What is needed | Your copy must hold all of the data below, unchanged and without images.

(Saved data entries)
════════════════

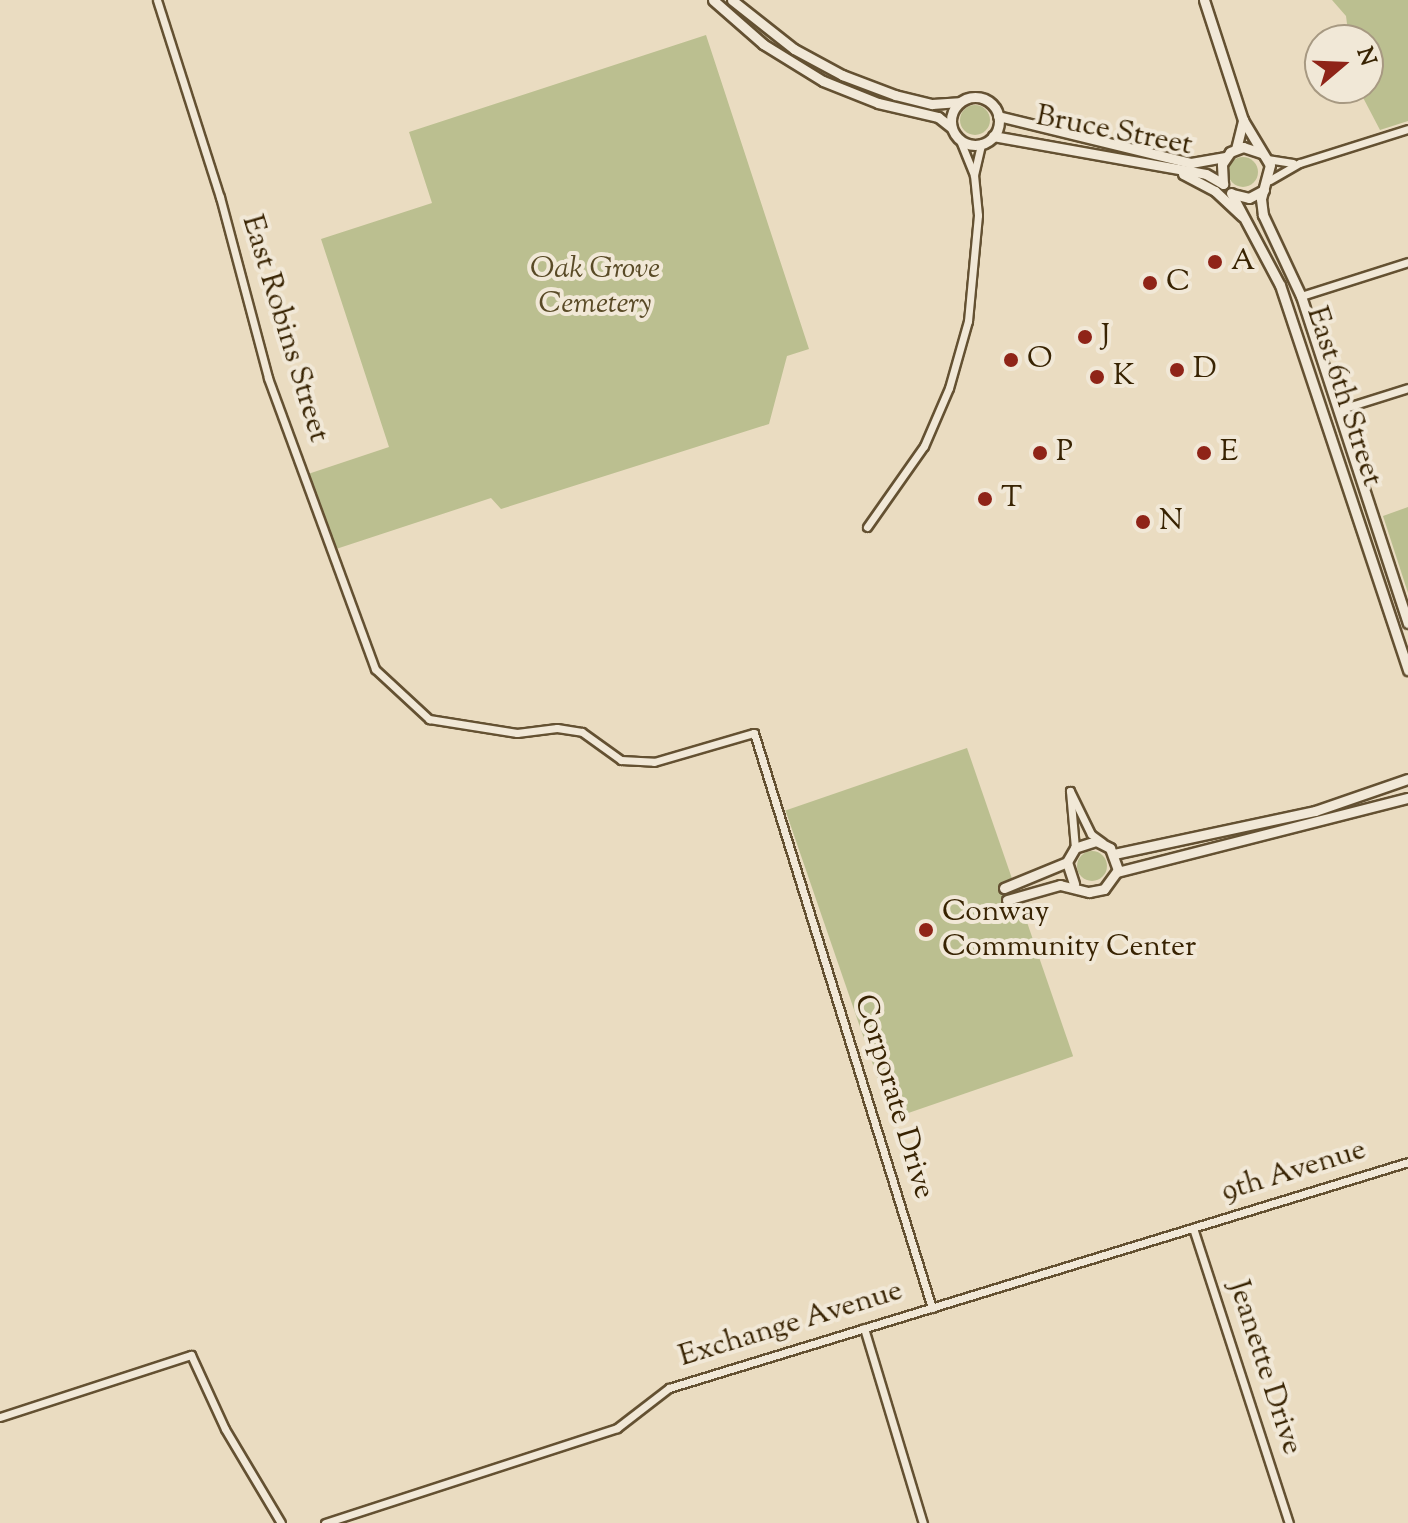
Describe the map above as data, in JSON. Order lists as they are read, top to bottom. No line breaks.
{"streets":{"street":["Bruce Street","East Robins Street","East 6th Street","Corporate Drive","9th Avenue","Exchange Avenue","Jeanette Drive"]},"crossings":[["Bruce Street","East 6th Street"],["East Robins Street","Corporate Drive"],["Corporate Drive","Exchange Avenue"],["9th Avenue","Exchange Avenue"],["9th Avenue","Jeanette Drive"],["Exchange Avenue","Jeanette Drive"]],"parks":["Oak Grove Cemetery"],"places":["A","C","J","O","D","K","P","E","T","N","Conway Community Center"],"north":"right"}
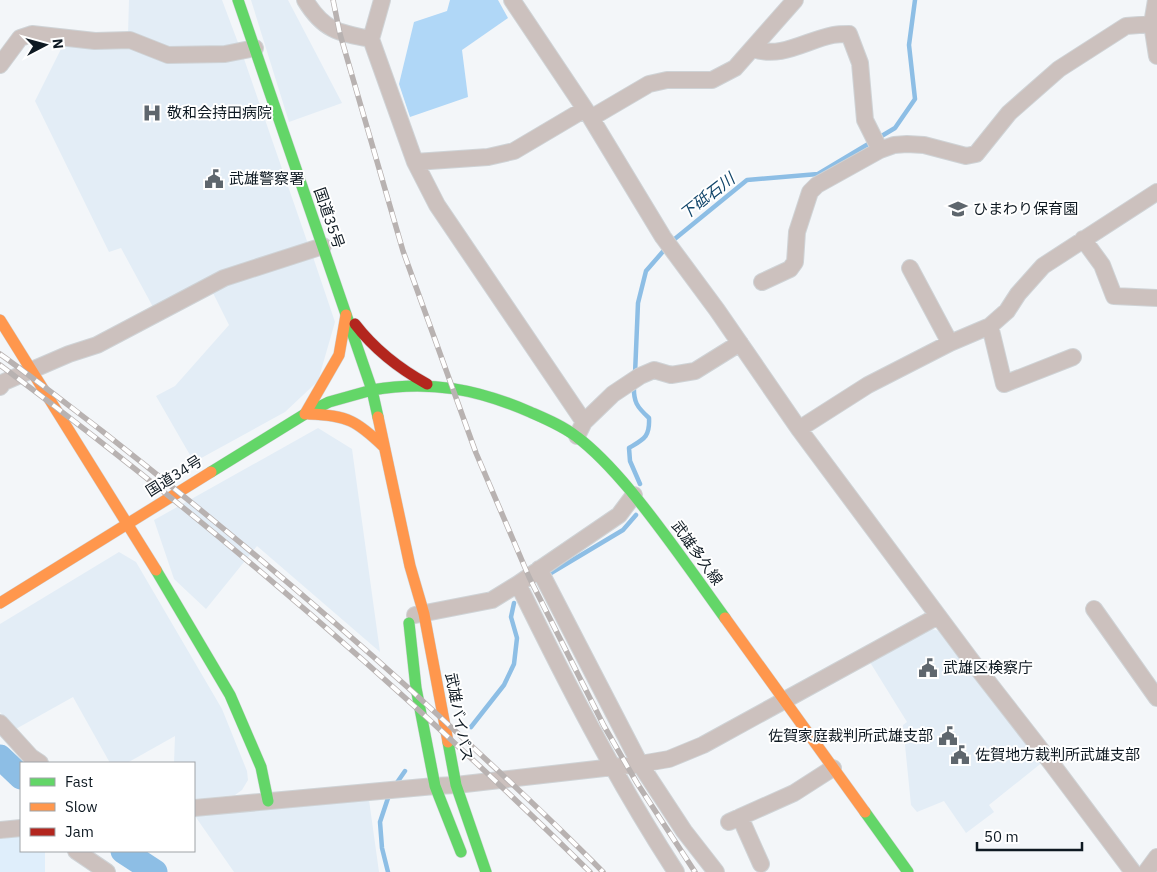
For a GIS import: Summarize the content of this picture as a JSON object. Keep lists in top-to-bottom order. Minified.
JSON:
{"streets":{"main road":["国道35号","国道34号","武雄多久線","武雄バイパス"]},"crossings":[["国道35号","国道34号"],["国道35号","武雄多久線"],["国道35号","武雄バイパス"],["国道34号","武雄多久線"],["国道34号","武雄バイパス"],["武雄多久線","武雄バイパス"]],"water":["下砥石川"],"places":{"hospital":["敬和会持田病院"],"public building":["武雄警察署","武雄区検察庁","佐賀家庭裁判所武雄支部","佐賀地方裁判所武雄支部"],"school or university":["ひまわり保育園"]},"legend":["Fast","Slow","Jam"],"scale_bar":"50 m","north":"right"}
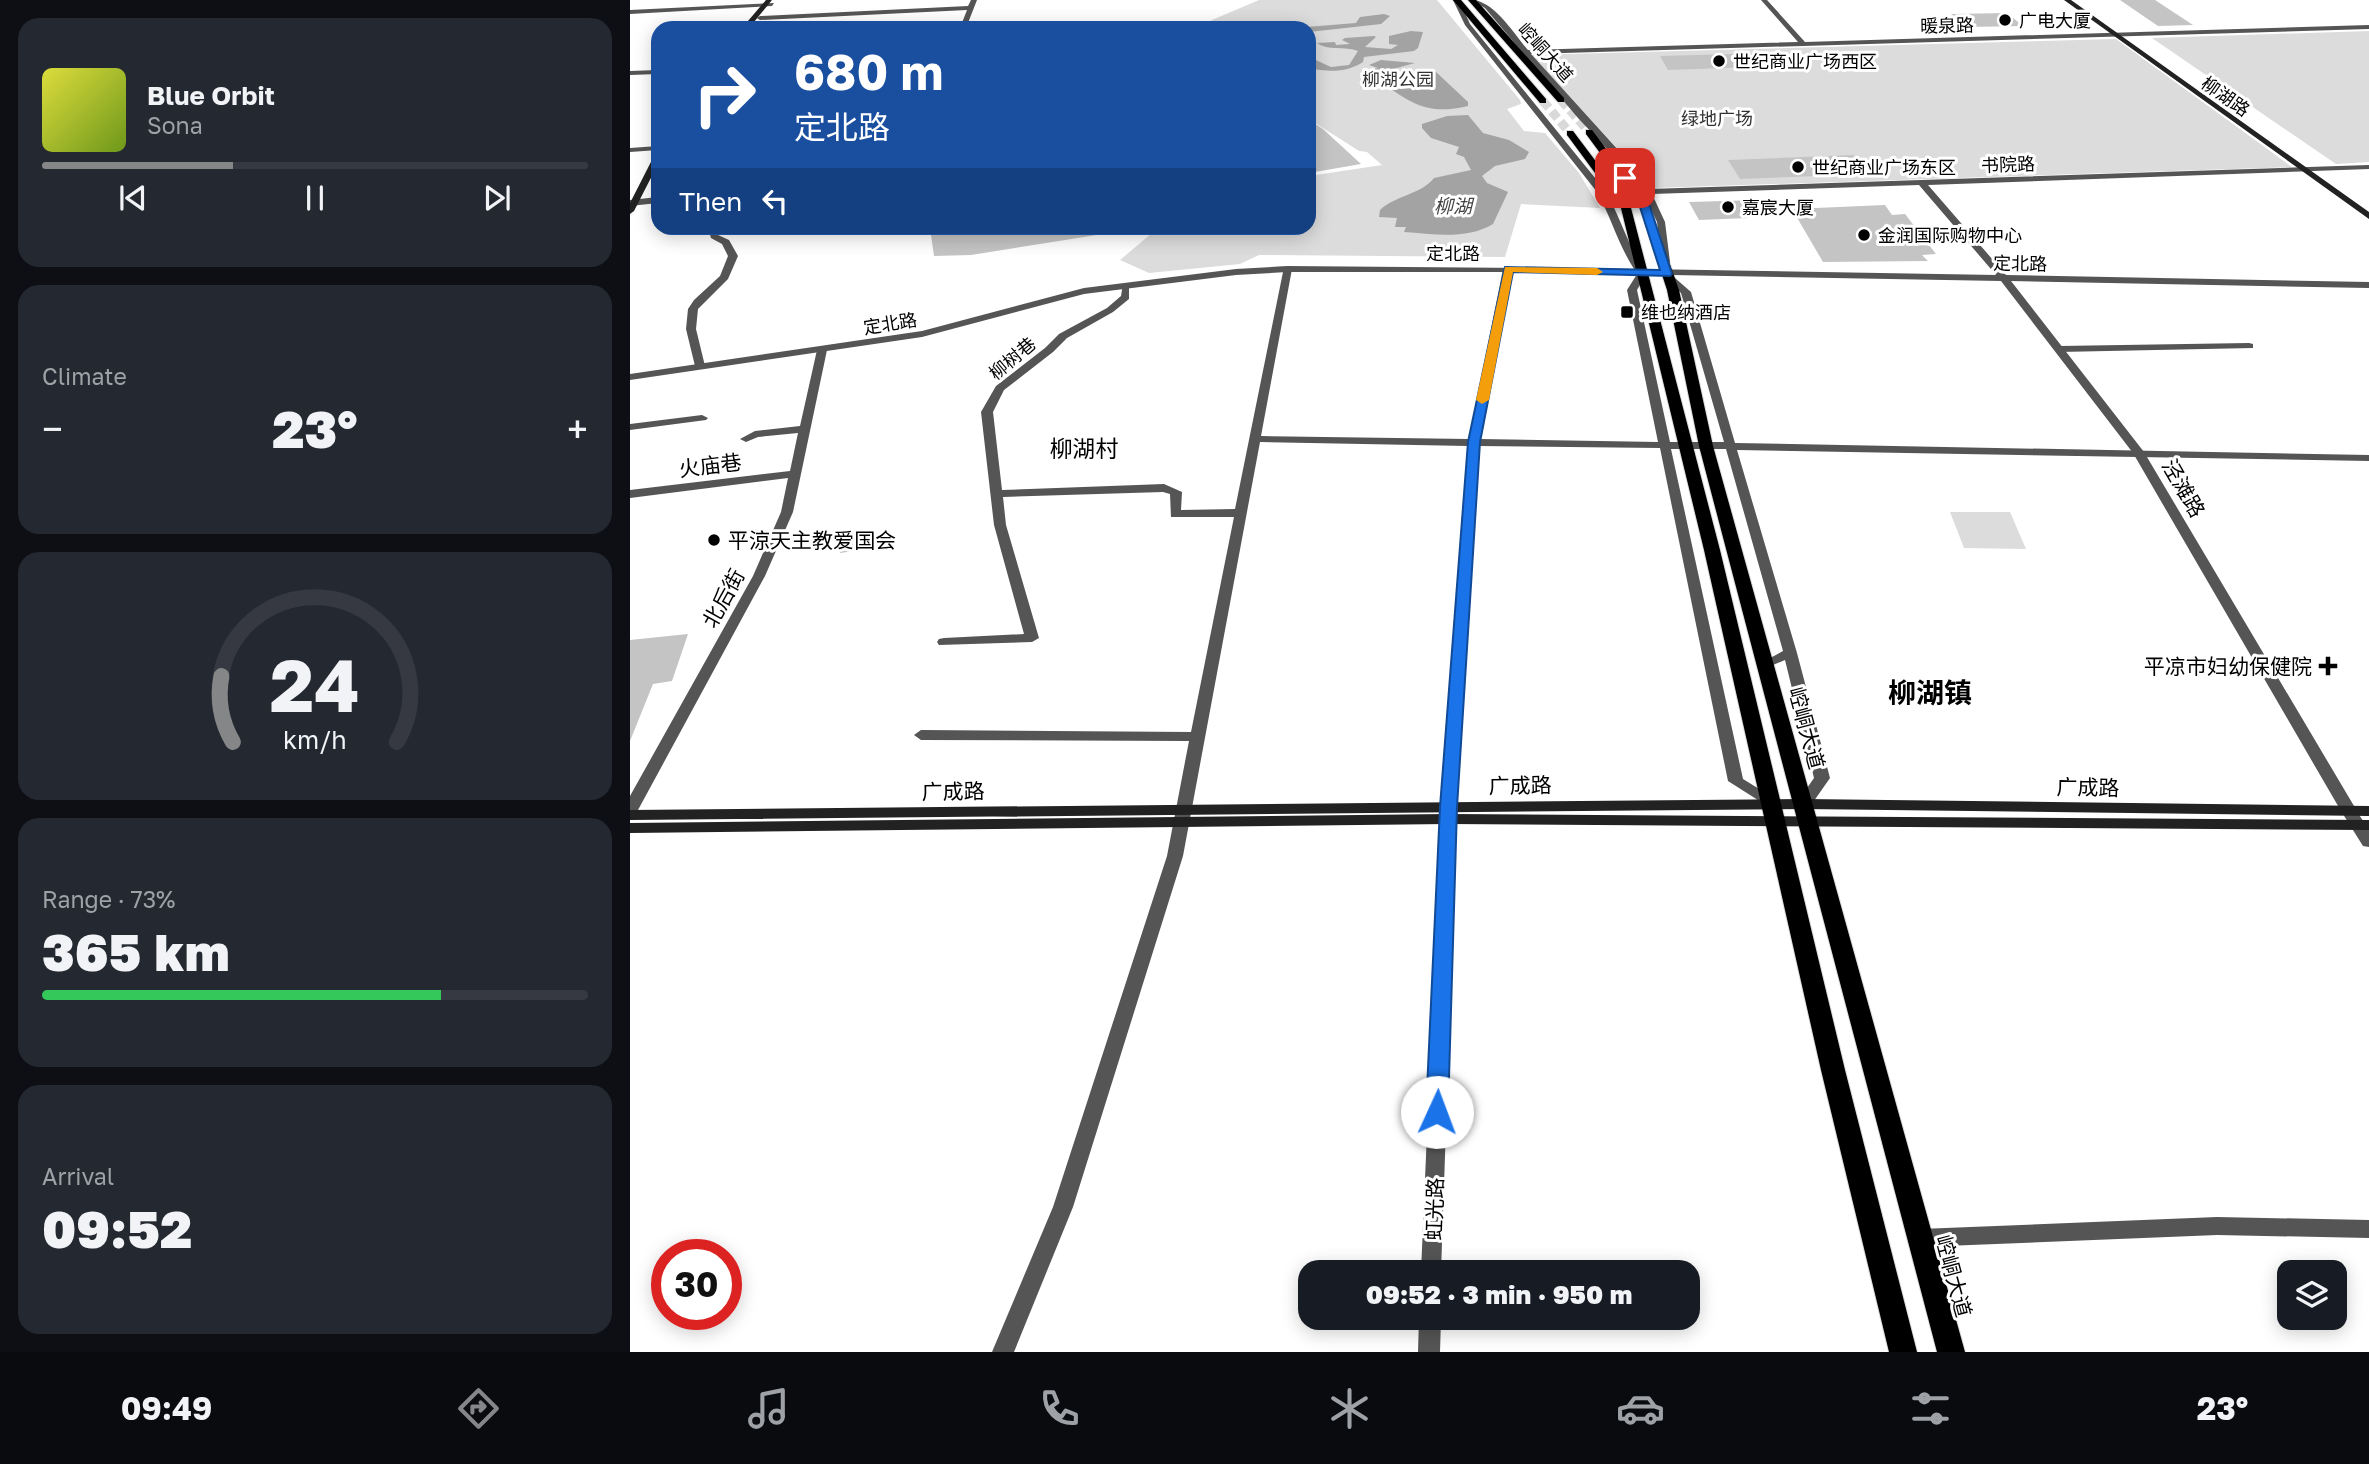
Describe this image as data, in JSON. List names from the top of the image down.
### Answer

════════════════

Response box |
Describe the map above as data, in JSON. Order lists as they are read, top to bottom. No line breaks.
{"streets":{"street":["Bruce Street","East Robins Street","East 6th Street","Corporate Drive","9th Avenue","Exchange Avenue","Jeanette Drive"]},"crossings":[["Bruce Street","East 6th Street"],["East Robins Street","Corporate Drive"],["Corporate Drive","Exchange Avenue"],["9th Avenue","Exchange Avenue"],["9th Avenue","Jeanette Drive"],["Exchange Avenue","Jeanette Drive"]],"parks":["Oak Grove Cemetery"],"places":["A","C","J","O","D","K","P","E","T","N","Conway Community Center"],"north":"right"}
For a GIS import: Summarize the content of this picture as a JSON object. Keep lists in top-to-bottom order. Minified.
JSON:
{"streets":{"main road":["国道35号","国道34号","武雄多久線","武雄バイパス"]},"crossings":[["国道35号","国道34号"],["国道35号","武雄多久線"],["国道35号","武雄バイパス"],["国道34号","武雄多久線"],["国道34号","武雄バイパス"],["武雄多久線","武雄バイパス"]],"water":["下砥石川"],"places":{"hospital":["敬和会持田病院"],"public building":["武雄警察署","武雄区検察庁","佐賀家庭裁判所武雄支部","佐賀地方裁判所武雄支部"],"school or university":["ひまわり保育園"]},"legend":["Fast","Slow","Jam"],"scale_bar":"50 m","north":"right"}
Describe this image as data, in JSON. List names from the top of the image down.
### Answer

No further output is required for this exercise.